Skill shortage and limited resources

SOC teams are comprised of various roles and security professionals ranging in expertise. The cyber security industry faces difficult staffing shortages and a SOC will need to navigate security skill gaps that leave organizations susceptible to malware, ransomware, and other cyber-attacks.

Cost to build a SOC team

Onboarding SOC staff and building a dynamic SOC team involves a great deal of time and resources. SOC analysts need to stay up to date in threat intelligence trends and must continuously learn in an evolving threat landscape. Maintaining a well-rounded team that consists of a SOC Manager, SOC Analysts, SOC Architect, and Compliance Auditor poses challenges to organizations struggling to attract high-level cyber security talent who understand their company’s full needs. For many small businesses, choosing a SOC as a service model is a more affordable alternative that leverages the expertise of high-skilled SOC professionals without the expense of building an in-house SOC team.

Satisfying SOC compliance

Security operations centers stay up to date on compliance regulation changes within their industry, federal, and local government. The SOC collects and applies data subject to compliance standards. A SOC team’s mission is to protect the organization’s crowned jewels, which includes intellectual property (IP) and sensitive data. By implementing strict security policies to protect data, SOCs need to meet framework requirements which include satisfying SOC 1 compliance and SOC 2 compliance.

SOC vs MDR

What is the difference between SOC-as-a-service and Managed Detection and Response (MDR)?

Managed detection and response (MDR) is a service that combines the analysis of robust correlated data with a team of advanced cybersecurity technicians to provide proactive, purpose-built threat hunting, monitoring, and response capabilities. Within the security solution, a SOC is a part of MDR that continuously threat hunts, identifies, and responds to incidents.

SOC-as-a-service FAQs

A Security Operations Center (SOC) serves as a centralized hub for security and IT teams to monitor, detect, examine, and remediate cyber threats in your business’s network. SOCs oversee all applications and systems across an organization’s attack surface to provide complete visibility.

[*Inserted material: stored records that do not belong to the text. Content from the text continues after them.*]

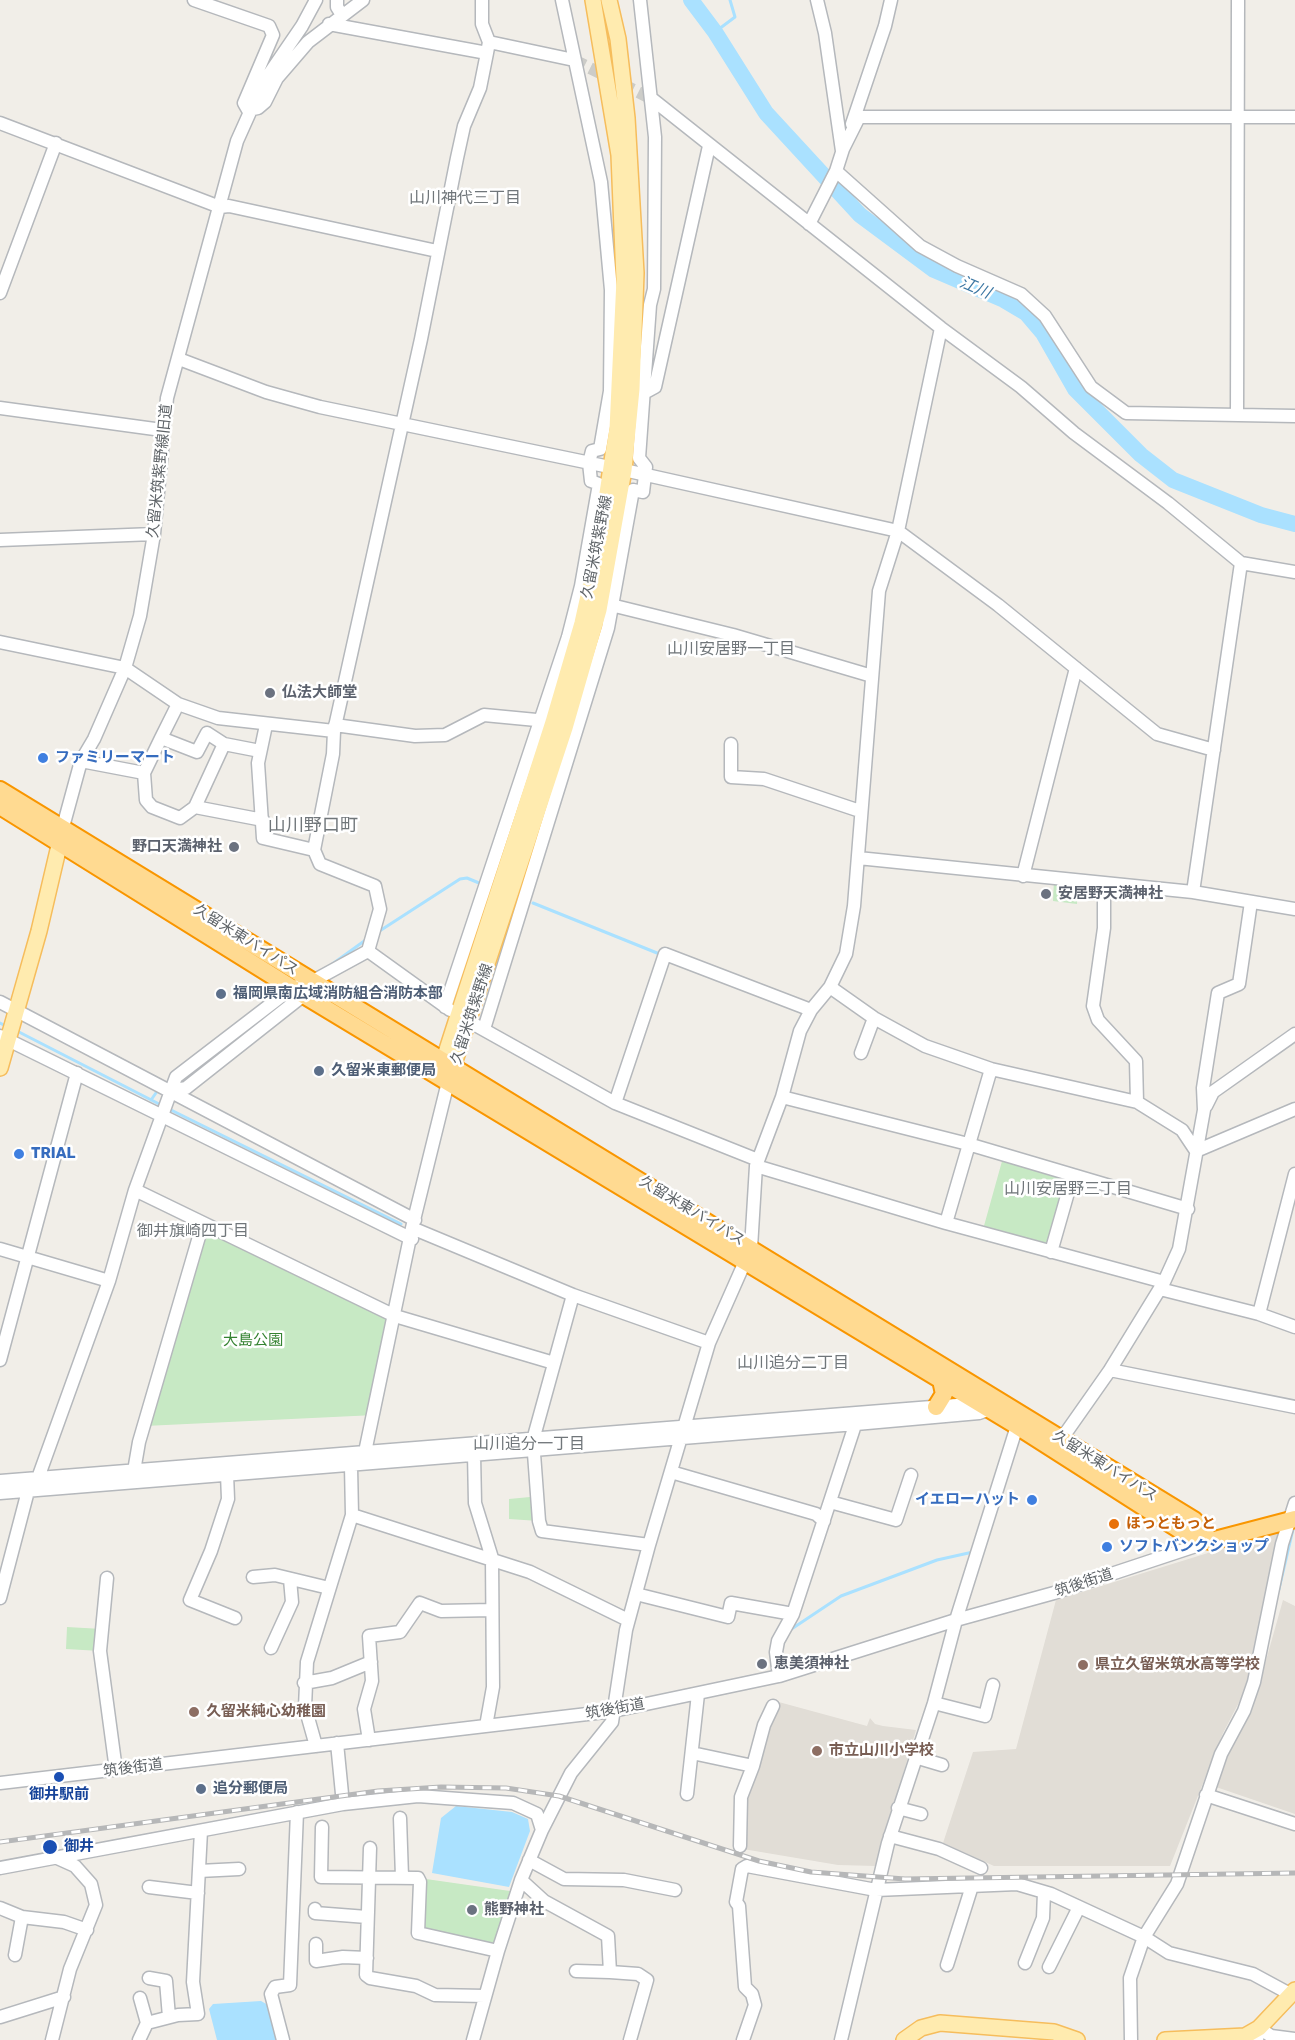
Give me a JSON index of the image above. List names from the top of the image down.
{
  "streets": {
    "highway": ["久留米東バイパス"],
    "main road": ["久留米筑紫野線"],
    "street": ["久留米筑紫野線旧道", "筑後街道"]
  },
  "crossings": [
    ["久留米筑紫野線旧道", "久留米東バイパス"],
    ["久留米筑紫野線", "久留米東バイパス"],
    ["久留米東バイパス", "筑後街道"]
  ],
  "districts": [
    "山川神代三丁目",
    "山川安居野一丁目",
    "山川野口町",
    "山川安居野三丁目",
    "御井旗崎四丁目",
    "山川追分二丁目",
    "山川追分一丁目"
  ],
  "water": ["江川"],
  "parks": ["大島公園"],
  "places": [
    "仏法大師堂",
    "ファミリーマート",
    "野口天満神社",
    "安居野天満神社",
    "福岡県南広域消防組合消防本部",
    "久留米東郵便局",
    "TRIAL",
    "イエローハット",
    "ほっともっと",
    "ソフトバンクショップ",
    "恵美須神社",
    "県立久留米筑水高等学校",
    "久留米純心幼稚園",
    "市立山川小学校",
    "御井駅前",
    "追分郵便局",
    "御井",
    "熊野神社"
  ]
}
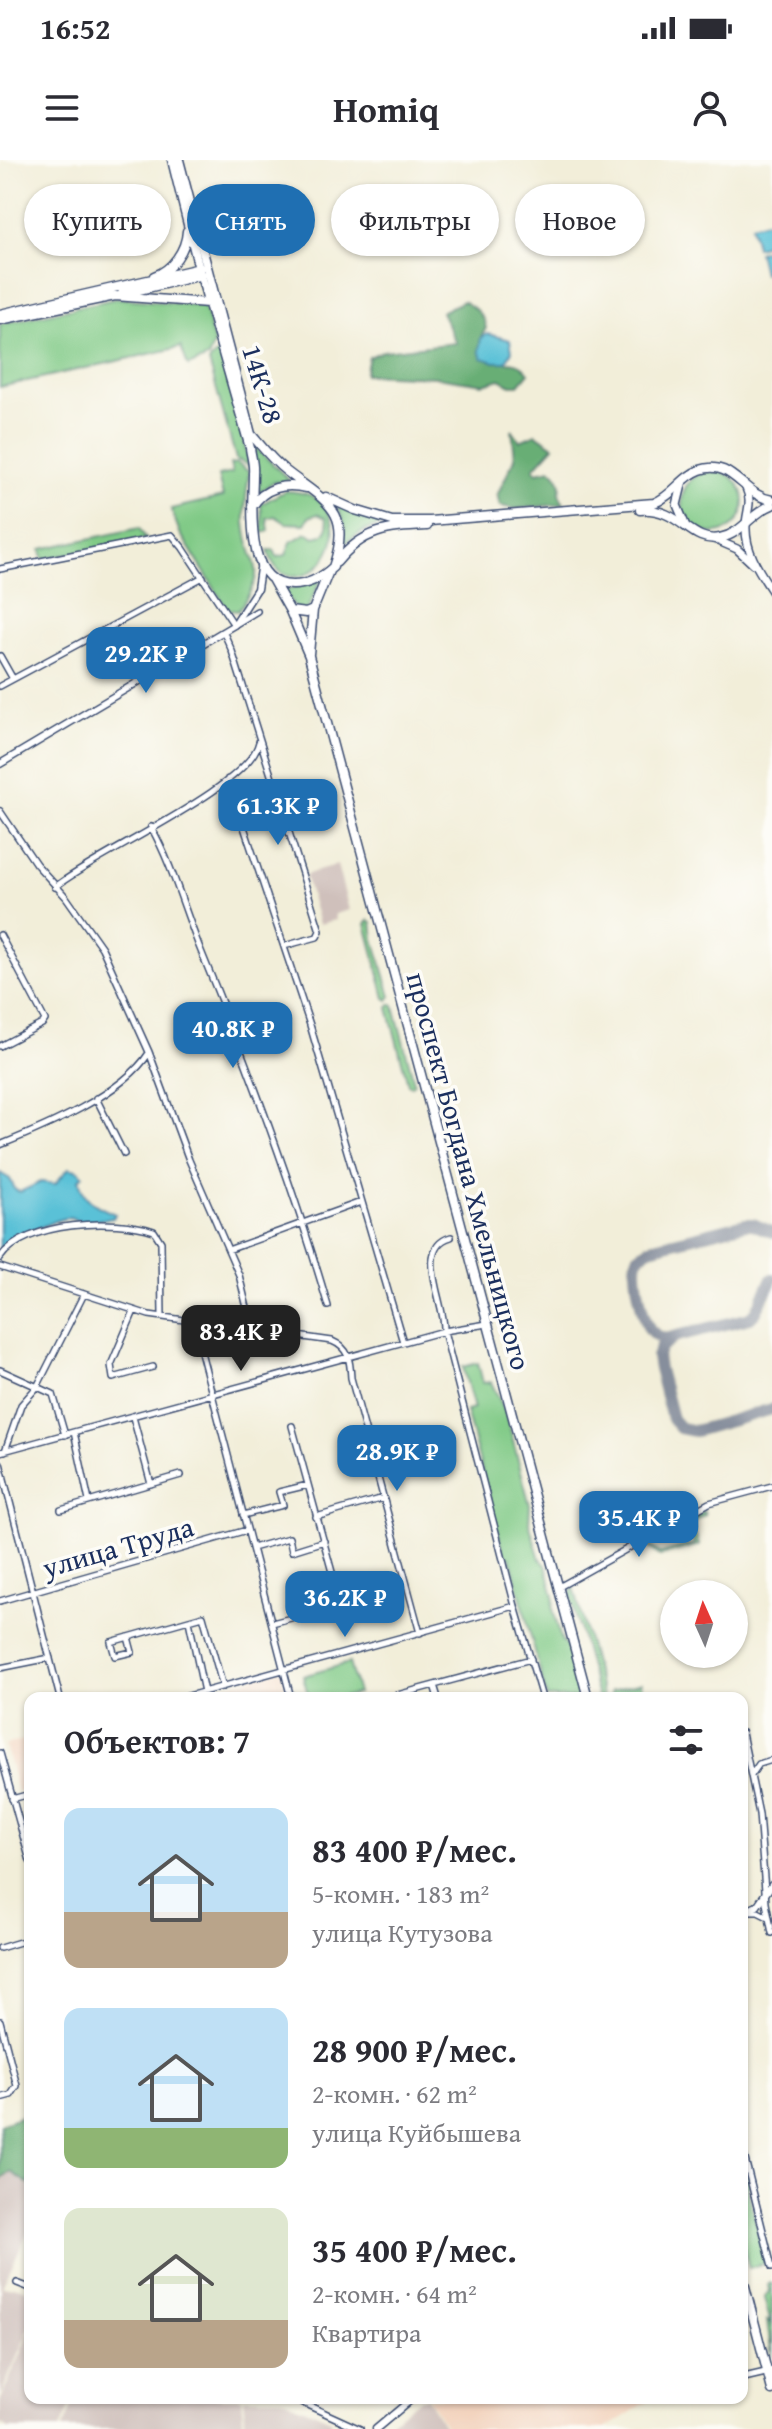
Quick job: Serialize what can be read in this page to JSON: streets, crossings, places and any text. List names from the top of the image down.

They work 24/7 to prevent and respond to malware and other cyberattack incidents.

Organizations can use SOC 2 reports to demonstrate their cloud and data center security controls. Understanding SOC 1 and SOC 2 helps businesses decipher which type of compliance they need to satisfy.

A managed SOC is also known as SOC-as-a-service. Managed Security Operations Centers help organizations strengthen their cybersecurity posture by providing high-skilled threat monitoring and incident response through hiring outsourced security expertise.